ShoeBoxed will scan the papers and index them in your account. From there, you can generate highly detailed, sortable reports, and integrate them into your existing database systems, including Excel, Quicken, Outlook, Gmail, Freshbooks (see below), and many others. Essentially, the service can turn a pile of disorganized paper into an expense report or contact database without you ever touching a keyboard.
Pricing starts at $9.95 per month for up to 50 item scans, which could be a good fit for a small operation or freelancer looking to save time on bookkeeping. More comprehensive plans are available for businesses with more to keep track of.
It's time to turn that business card collection or Rolodex into a searchable database. While ShoeBoxed is focused mainly on digitizing receipts, CloudContacts is all about your business network.
Send them your pile of 2 x 3 inch card stock, and get back standardized data that you can import into nearly any contact, e-mail, or CRM system, including Outlook, Gmail, SalesForce and 37Signals' Highrise.
Another nice feature is the one-click connection to social media. When a business card cites a social profile, a link will be incorporated in your data, allowing you to easily connect on LinkedIn, Facebook, or Twitter.
And for those businesses located in New York City, in-person pickup is available.
Generating paper invoices can be extremely inefficient. Freshbooks not only takes the paper out of your billing system, but can give it a complete organizational overhaul.
The web-based software can be accessed from any computer with your account login and password, eliminating the need for proprietary installations. Once logged in, you'll have access to a complete online overview of your billing system, which you can use to track expenses, generate reports, and most importantly, invoice your clients.
Invoices are sent via e-mail with secure links where customers can review their bill and related information (e.g. estimates, quotes, etc.). Clients can even make direct payments from their invoice page via a number of intermediate services including PayPal, Verisign, and Authorize.net. If your clients prefer PDF invoices, you can always utilize a PDF printer driver.
Billing can be automated within Freshbooks (eliminating the need to follow-up manually with "Past Due" reminders), can be done in any currency, and there's even an iPhone app for tracking on the go.

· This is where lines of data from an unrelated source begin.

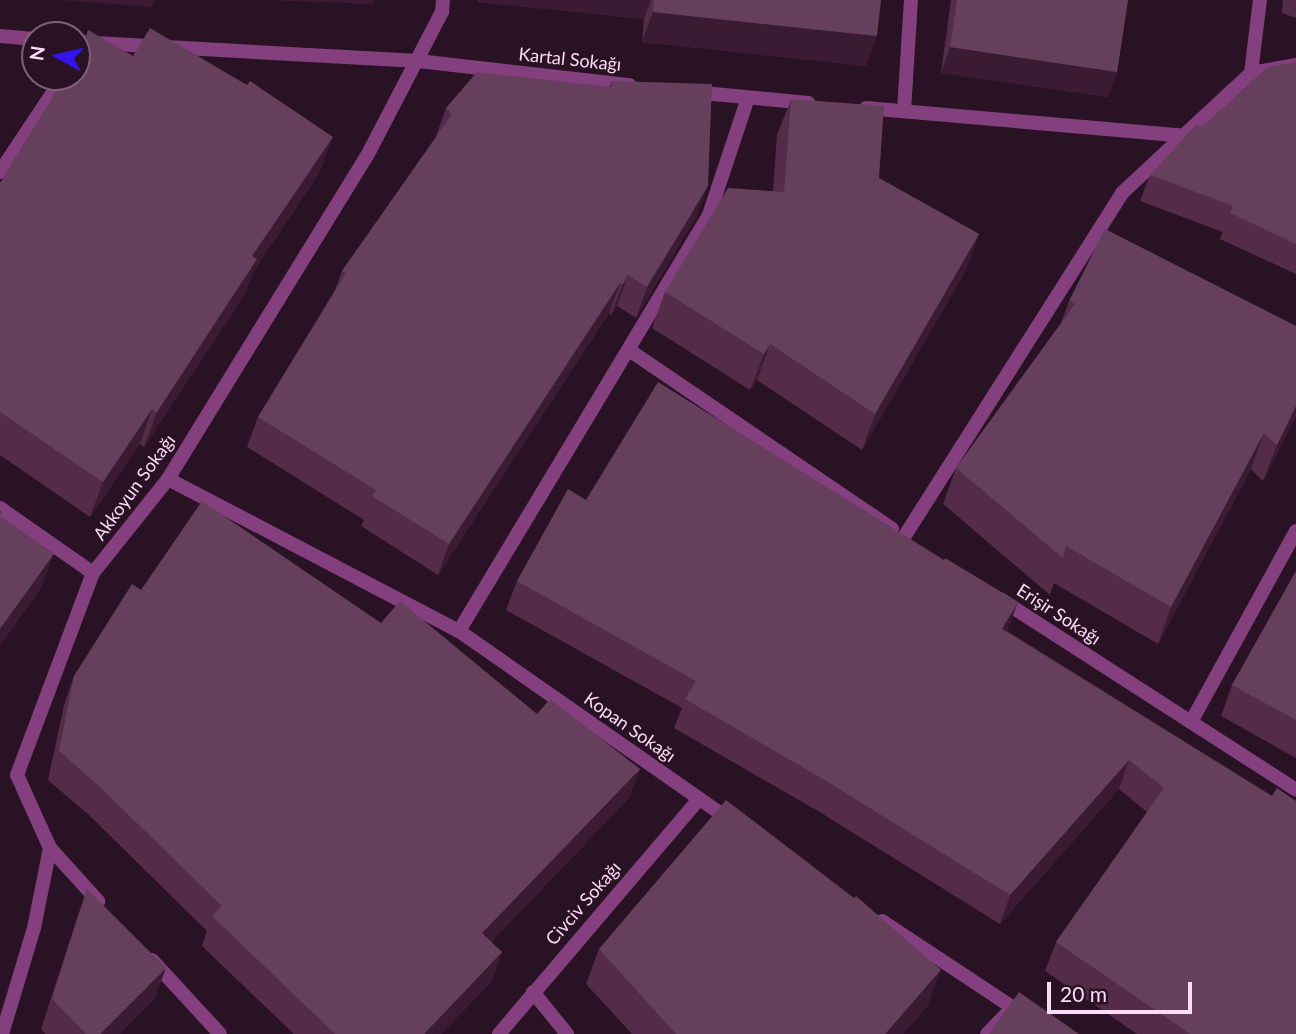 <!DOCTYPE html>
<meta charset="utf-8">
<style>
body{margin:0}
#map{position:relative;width:1296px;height:1034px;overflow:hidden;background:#281223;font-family:Lato,sans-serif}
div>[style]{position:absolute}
.street>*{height:14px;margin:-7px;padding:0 7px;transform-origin:7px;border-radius:7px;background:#84407e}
.wall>*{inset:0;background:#542c4a}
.shaded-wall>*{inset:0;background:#3b1a33}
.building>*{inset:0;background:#663f5d}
span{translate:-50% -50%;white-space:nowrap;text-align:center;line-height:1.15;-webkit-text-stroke:5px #281223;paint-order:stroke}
.street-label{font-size:18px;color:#fddaf7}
.north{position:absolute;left:21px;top:21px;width:70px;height:70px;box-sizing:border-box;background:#281223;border:2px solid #7d6278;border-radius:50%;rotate:278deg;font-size:19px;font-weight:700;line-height:28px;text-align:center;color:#fddaf7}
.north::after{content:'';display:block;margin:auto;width:24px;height:32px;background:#3413f1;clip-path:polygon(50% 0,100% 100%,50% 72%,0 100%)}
.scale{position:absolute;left:1047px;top:982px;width:145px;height:32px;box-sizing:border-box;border:4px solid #fddaf7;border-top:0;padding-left:9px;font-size:21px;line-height:24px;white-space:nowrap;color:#fddaf7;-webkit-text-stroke:5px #281223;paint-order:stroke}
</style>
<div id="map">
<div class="street">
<i style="left:0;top:36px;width:35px;rotate:5deg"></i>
<i style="left:77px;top:42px;width:342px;rotate:3.2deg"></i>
<i style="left:418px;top:61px;width:213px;rotate:6.5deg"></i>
<i style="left:1251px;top:73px;width:74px;rotate:-83deg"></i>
<i style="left:692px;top:92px;width:117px;rotate:5.4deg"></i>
<i style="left:866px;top:108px;width:319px;rotate:5deg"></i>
<i style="left:904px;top:111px;width:111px;rotate:-86.4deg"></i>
<i style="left:0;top:172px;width:114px;rotate:-56.4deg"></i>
<i style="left:629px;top:350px;width:318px;rotate:34.2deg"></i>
<i style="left:168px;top:479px;width:328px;rotate:27.6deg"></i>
<i style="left:459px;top:631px;width:332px;rotate:34.9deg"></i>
<i style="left:0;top:508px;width:113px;rotate:35deg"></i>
<i style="left:904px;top:537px;width:407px;rotate:-57.6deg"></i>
<i style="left:1122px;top:193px;width:176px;rotate:-42.9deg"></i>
<i style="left:1251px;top:73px;width:46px;rotate:-10.1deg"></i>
<i style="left:1000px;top:599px;width:352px;rotate:32.8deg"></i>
<i style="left:459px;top:631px;width:485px;rotate:-59deg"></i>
<i style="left:709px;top:215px;width:123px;rotate:-71.6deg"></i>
<i style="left:1191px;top:722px;width:218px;rotate:-61.2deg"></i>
<i style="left:50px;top:848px;width:72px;rotate:47.8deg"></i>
<i style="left:882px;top:921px;width:205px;rotate:33.5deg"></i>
<i style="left:152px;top:960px;width:100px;rotate:47.4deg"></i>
<i style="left:533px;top:992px;width:54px;rotate:51deg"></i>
<i style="left:2px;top:1034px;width:111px;rotate:-73.2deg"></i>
<i style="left:34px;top:928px;width:82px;rotate:-78.7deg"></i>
<i style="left:50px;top:848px;width:80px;rotate:-114.3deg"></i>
<i style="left:17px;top:775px;width:216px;rotate:-69.4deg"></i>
<i style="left:93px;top:573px;width:120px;rotate:-51.4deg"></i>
<i style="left:168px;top:479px;width:382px;rotate:-58.4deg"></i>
<i style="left:368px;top:154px;width:160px;rotate:-62.5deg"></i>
<i style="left:442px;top:12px;width:12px;rotate:-85deg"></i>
<i style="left:499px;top:1034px;width:309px;rotate:-49.6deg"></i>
<i style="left:987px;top:1034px;width:30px;rotate:-46deg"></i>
</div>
<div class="wall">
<i style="clip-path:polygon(478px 0,881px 0,866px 66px,642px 42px,644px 19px,478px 2px)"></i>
<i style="clip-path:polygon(951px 0,1128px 0,1117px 72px,1108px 97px,941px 73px)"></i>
<i style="clip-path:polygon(1283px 0,1296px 0,1296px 18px,1282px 13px)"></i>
<i style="clip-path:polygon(88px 30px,320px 172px,253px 272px,245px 294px,144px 447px,140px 444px,90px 517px,0 455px,0 183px,79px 55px)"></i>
<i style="clip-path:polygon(1296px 62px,1296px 274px,1220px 239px,1223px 232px,1140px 201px,1150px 175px,1202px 127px)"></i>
<i style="clip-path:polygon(612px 81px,697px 216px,636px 318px,617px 306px,611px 315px,609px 313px,438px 575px,361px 526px,364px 520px,247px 447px,258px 417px,335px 290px,342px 271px,435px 139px,446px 108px,609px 87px)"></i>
<i style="clip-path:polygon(791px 99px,879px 178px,979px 234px,966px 270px,862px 450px,757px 380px,750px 390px,652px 328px,665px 292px,773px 191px,777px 135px)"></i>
<i style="clip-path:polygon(1069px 301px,1296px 416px,1263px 481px,1251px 469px,1158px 644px,1054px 583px,1050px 595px,943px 504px,956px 468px,1061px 323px)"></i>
<i style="clip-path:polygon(586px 500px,1007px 631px,1272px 796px,1296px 1034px,1137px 1034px,1045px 971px,1056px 942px,1147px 812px,1119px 789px,1000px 924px,818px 811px,674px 728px,682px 708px,506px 610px,517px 581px)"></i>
<i style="clip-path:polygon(1296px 571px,1296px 758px,1221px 716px,1232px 685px)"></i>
<i style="clip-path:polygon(141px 590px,381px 623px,537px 714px,640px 769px,629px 798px,491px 942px,502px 952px,491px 982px,441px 1034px,294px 1034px,202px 946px,207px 931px,89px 815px,48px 780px,64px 705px,74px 676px)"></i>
<i style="clip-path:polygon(87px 889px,155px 998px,119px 1034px,46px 1034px,41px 1029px,77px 918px)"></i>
<i style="clip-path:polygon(599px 949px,928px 1005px,903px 1034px,632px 1034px,586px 984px)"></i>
</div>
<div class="shaded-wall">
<i style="clip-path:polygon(57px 0,155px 0,152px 7px)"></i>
<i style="clip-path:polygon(267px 0,374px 0,372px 4px)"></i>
<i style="clip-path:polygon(479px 0,651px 0,644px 19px,478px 2px)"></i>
<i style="clip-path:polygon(653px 12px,877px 36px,866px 66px,642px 42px)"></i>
<i style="clip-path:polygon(950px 47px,1117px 72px,1108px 97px,941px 73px)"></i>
<i style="clip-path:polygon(333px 137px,320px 172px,253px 272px,245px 294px,144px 447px,157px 412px,252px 256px)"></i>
<i style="clip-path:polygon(708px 186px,697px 216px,636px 318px,647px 287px)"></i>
<i style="clip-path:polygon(979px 234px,966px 270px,862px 450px,875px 414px)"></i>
<i style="clip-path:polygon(628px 275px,617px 306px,611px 315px,623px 284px)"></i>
<i style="clip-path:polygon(620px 283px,609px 313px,438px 575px,449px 544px)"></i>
<i style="clip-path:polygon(770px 344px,757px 380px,750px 390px,764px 354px)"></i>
<i style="clip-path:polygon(1296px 406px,1296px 416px,1263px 481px,1277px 445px)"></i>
<i style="clip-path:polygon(152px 409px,140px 444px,90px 517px,103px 482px)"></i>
<i style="clip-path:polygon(1264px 433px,1251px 469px,1158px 644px,1171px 607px)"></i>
<i style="clip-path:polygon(54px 554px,41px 589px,0 646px,0 629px)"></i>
<i style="clip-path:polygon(1018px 602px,1007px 631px,992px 658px,1002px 629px)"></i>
<i style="clip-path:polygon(1129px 760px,1119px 789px,1000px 924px,1010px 895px)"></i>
<i style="clip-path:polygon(640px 769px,629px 798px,471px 963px,482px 933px)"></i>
<i style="clip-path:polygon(502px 952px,491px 982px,441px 1034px,424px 1034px)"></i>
<i style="clip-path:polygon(166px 968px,155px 998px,119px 1034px,100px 1034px)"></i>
<i style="clip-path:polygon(941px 970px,928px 1005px,903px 1034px,885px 1034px)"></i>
</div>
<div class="building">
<i style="clip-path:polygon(654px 0,881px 0,877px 36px,653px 12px)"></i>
<i style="clip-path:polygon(957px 0,1128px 0,1117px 72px,950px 47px)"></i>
<i style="clip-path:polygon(150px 28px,247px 85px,250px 81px,333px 137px,252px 256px,257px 259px,157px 412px,152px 409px,103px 482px,0 412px,0 183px,65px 77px,77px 77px,77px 58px,84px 48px,88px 30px,133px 56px)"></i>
<i style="clip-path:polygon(1296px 62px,1296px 244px,1230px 213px,1233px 206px,1150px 175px,1196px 125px,1202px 127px,1268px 67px)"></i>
<i style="clip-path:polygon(477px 72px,611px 87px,612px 81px,712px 84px,708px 186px,647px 287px,628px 275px,623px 284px,620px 283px,449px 544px,372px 496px,376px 490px,258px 417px,346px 273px,342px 271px,452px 114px,446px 108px)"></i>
<i style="clip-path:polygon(791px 99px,884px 106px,879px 178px,979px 234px,875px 414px,770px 344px,764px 354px,665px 292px,728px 188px,784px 192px)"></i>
<i style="clip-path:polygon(1105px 229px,1296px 326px,1296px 406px,1277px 445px,1264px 433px,1171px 607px,1066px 546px,1063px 558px,956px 468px,1075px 304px,1069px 301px)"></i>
<i style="clip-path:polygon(658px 382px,944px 560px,945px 558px,1018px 602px,1002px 629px,1272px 796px,1277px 788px,1296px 801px,1296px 1034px,1190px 1034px,1056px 942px,1164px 788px,1129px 760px,1010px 895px,828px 782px,685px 699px,696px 681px,517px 581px,568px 489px,586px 500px)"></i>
<i style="clip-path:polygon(202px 501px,381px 623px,400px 601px,537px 714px,550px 699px,640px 769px,482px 933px,502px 952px,424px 1034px,335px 1034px,212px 916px,222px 906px,99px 786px,59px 751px,74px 676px,132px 584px,141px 590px)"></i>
<i style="clip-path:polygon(0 510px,3px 512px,0 516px,54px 554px,0 629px)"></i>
<i style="clip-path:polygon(1296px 571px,1296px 720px,1232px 685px)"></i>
<i style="clip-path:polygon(726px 800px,854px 898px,856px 896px,941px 970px,885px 1034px,676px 1034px,599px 949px)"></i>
<i style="clip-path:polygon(87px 889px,166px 968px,100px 1034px,86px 1034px,52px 999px)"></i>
<i style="clip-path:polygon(1019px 992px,1079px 1034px,989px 1034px)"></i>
</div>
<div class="street-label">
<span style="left:570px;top:59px;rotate:6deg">Kartal Sokağı</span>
<span style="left:134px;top:487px;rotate:-54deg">Akkoyun Sokağı</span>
<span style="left:1059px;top:614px;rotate:33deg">Erişir Sokağı</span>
<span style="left:630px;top:727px;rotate:35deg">Kopan Sokağı</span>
<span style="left:583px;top:903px;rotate:-49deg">Civciv Sokağı</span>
</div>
<div class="north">N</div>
<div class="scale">20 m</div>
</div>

The service is $39.95 per month, plus $10 for each additional user, for unlimited client entries and invoices.
4. Earth Class Mail
Businesses receive tons of paper mail. Much of it is junk; some of it is vital to operations. All of it is cumbersome and unsearchable.

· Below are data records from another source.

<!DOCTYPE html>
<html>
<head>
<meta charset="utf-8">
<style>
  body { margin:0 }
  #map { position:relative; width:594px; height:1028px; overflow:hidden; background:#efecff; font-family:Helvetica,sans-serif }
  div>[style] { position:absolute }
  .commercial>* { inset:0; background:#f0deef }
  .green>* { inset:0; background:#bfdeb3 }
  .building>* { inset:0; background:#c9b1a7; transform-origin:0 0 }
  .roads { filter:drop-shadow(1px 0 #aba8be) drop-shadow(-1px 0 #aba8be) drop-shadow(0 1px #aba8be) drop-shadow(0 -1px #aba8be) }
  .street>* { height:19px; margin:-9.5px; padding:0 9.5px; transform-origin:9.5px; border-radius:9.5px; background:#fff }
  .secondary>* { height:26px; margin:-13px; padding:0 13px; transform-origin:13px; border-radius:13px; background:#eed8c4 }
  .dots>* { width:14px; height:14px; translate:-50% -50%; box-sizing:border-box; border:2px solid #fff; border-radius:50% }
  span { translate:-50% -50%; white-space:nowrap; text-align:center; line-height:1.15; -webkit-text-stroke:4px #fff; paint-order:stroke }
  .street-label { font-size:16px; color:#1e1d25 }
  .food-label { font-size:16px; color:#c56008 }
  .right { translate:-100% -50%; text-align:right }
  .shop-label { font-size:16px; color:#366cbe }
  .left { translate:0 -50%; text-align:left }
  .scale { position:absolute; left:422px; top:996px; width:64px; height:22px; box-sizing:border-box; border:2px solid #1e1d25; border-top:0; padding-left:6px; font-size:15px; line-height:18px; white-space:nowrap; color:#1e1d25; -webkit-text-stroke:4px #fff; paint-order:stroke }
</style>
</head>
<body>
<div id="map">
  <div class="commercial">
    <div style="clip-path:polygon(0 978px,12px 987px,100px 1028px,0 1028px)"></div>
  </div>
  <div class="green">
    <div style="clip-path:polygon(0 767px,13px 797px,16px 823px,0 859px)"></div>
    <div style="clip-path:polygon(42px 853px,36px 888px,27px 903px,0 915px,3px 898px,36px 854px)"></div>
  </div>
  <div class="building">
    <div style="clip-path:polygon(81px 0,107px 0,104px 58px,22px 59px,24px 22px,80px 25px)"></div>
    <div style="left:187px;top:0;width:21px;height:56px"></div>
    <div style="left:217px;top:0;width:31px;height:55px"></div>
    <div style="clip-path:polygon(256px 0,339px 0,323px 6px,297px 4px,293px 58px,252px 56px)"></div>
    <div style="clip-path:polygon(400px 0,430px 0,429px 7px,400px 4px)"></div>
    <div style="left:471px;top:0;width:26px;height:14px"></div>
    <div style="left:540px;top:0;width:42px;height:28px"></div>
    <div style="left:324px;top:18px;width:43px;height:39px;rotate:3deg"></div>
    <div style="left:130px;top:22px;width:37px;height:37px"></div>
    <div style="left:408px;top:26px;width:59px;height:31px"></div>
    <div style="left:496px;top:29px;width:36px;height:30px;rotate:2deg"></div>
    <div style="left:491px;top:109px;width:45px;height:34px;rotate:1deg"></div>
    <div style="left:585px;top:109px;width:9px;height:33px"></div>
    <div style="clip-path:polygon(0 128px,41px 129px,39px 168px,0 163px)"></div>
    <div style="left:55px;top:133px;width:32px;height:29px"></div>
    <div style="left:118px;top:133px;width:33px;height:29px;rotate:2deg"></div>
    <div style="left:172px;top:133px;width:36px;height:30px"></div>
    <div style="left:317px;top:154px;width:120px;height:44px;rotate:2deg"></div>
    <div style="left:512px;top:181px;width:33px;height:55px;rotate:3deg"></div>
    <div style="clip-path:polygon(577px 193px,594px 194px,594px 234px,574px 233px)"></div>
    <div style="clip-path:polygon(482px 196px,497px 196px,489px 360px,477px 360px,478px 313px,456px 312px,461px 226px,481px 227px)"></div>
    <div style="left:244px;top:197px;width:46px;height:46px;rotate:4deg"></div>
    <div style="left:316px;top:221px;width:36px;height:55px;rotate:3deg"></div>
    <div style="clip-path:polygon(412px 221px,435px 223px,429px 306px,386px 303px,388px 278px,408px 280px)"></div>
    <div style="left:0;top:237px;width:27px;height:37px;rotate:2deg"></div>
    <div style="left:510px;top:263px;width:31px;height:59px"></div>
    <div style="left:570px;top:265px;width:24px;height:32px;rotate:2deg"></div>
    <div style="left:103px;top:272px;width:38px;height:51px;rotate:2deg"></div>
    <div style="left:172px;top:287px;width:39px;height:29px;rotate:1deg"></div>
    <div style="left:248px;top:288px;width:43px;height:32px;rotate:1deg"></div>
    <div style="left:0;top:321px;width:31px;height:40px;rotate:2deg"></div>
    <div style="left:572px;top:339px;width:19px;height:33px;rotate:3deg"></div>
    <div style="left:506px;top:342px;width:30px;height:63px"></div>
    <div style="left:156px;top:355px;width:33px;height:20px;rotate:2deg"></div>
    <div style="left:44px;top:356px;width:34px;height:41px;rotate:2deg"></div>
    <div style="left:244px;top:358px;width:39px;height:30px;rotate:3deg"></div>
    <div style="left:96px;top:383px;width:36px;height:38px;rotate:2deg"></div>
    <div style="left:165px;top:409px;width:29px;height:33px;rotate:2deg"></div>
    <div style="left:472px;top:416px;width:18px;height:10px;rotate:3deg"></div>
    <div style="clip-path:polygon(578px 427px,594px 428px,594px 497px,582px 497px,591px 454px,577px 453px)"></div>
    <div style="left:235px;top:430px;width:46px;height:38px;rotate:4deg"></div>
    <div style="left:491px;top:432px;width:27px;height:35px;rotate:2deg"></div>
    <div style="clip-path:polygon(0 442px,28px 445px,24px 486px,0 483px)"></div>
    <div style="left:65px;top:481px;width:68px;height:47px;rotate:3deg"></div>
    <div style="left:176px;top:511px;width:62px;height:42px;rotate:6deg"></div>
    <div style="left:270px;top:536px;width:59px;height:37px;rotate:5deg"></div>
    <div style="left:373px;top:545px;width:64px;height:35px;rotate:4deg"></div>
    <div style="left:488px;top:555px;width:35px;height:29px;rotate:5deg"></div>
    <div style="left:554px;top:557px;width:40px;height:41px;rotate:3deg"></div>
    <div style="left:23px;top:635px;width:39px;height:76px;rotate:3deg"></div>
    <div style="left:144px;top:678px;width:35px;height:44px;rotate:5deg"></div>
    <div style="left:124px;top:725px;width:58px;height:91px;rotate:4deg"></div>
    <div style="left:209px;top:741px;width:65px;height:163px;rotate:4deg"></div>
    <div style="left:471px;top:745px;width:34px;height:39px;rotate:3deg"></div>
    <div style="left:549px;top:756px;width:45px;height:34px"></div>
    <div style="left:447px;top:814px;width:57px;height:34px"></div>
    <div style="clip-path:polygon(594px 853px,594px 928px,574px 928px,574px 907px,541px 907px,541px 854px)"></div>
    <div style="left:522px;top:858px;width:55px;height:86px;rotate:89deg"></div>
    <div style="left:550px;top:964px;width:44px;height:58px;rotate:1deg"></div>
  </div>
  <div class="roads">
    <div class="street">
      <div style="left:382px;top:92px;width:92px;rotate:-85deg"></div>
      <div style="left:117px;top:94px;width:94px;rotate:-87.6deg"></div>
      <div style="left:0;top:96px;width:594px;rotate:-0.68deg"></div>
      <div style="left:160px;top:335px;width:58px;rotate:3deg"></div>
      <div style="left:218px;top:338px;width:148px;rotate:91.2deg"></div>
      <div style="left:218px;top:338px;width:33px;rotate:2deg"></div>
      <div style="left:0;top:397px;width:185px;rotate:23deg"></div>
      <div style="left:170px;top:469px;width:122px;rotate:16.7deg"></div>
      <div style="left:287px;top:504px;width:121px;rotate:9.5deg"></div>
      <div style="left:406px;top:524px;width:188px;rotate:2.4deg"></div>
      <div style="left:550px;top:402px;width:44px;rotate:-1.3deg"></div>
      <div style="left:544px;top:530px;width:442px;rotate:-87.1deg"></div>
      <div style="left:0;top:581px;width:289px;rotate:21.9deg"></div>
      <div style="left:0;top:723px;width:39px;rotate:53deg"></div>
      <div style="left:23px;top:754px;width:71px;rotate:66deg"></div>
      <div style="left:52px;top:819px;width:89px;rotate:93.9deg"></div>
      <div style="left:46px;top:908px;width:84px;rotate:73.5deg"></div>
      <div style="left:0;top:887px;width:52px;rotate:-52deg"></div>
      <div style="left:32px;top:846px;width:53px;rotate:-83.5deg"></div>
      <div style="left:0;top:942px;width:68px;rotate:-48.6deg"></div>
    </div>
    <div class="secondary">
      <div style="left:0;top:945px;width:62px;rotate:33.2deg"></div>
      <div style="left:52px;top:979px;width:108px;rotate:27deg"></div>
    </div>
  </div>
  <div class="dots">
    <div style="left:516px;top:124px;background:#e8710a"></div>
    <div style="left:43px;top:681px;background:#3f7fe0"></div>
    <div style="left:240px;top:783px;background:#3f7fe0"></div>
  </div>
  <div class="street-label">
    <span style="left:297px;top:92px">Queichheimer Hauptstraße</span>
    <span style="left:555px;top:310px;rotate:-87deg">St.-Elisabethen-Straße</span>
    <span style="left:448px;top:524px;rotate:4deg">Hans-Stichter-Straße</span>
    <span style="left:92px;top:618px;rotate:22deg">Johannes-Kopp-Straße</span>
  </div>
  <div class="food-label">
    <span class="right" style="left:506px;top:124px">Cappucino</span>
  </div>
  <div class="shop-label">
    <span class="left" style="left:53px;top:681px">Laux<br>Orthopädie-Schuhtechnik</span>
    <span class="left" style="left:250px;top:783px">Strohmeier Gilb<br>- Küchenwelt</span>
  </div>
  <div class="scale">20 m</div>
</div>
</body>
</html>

Earth Class Mail seeks to remedy this with their snail mail digitization services. Sign up, and you'll be assigned a special code (like a suite number) to add to your business's existing street address. For example:
123 Broadway, #4567
New York, NY 10011
Then, securely re-route all the mail coming to this address via the U.S. Postal Service. Incoming paper will be scanned and stored in your Earth Class Mail account, and you'll be notified by e-mail of new arrivals.
Now your paper mail is searchable, easily archived, and won't be piling up on your desk any time soon. Digital storage of your mail is unlimited, and the paper will be kept for 30 days before it's securely shredded and recycled.
Because your new digital "suite number" is tied to the re-routing designation with the USPS, you can control what type of mail goes to ECM (lower priority items, junk mail, etc.), and what still comes to your door.
If you're aiming to go fully digital, additional features like integrated check cashing through your bank account, and package forwarding are also available, meaning that once the system is set up and in full swing, you may never need to touch a piece of paper mail again.
Currently, the service is only available in 19 U.S. cities, and it seems there's a lot to keep track of when setting up an account, especially if you plan to split your mail between two destinations. But if you're committed to a green solution, or focused on de-cluttering your office, Earth Class Mail might be a good option.
Pricing starts at $19.95 per month for scans of 100 mail items.
Zumbox is another paperless mail solution with a different approach. They've created a digital mailbox for every physical address in the U.S. Companies and other organizations that send paper materials to physical addresses can opt-in to Zumbox and send them digitally instead.
Recipients (at either personal or business addresses) can enable their Zumbox account by inputting their street address. Zumbox sends a piece of physical mail with a pin number that enables users to activate their addresses.
Essentially, the service lets businesses and individuals send digital communications to physical locations, without the need for e-mail addresses.
It may be hard to see the immediate practicality of Zumbox, as both the recipients and the senders would have to opt-in to accounts, and getting all of the people you do business with to do so is unlikely.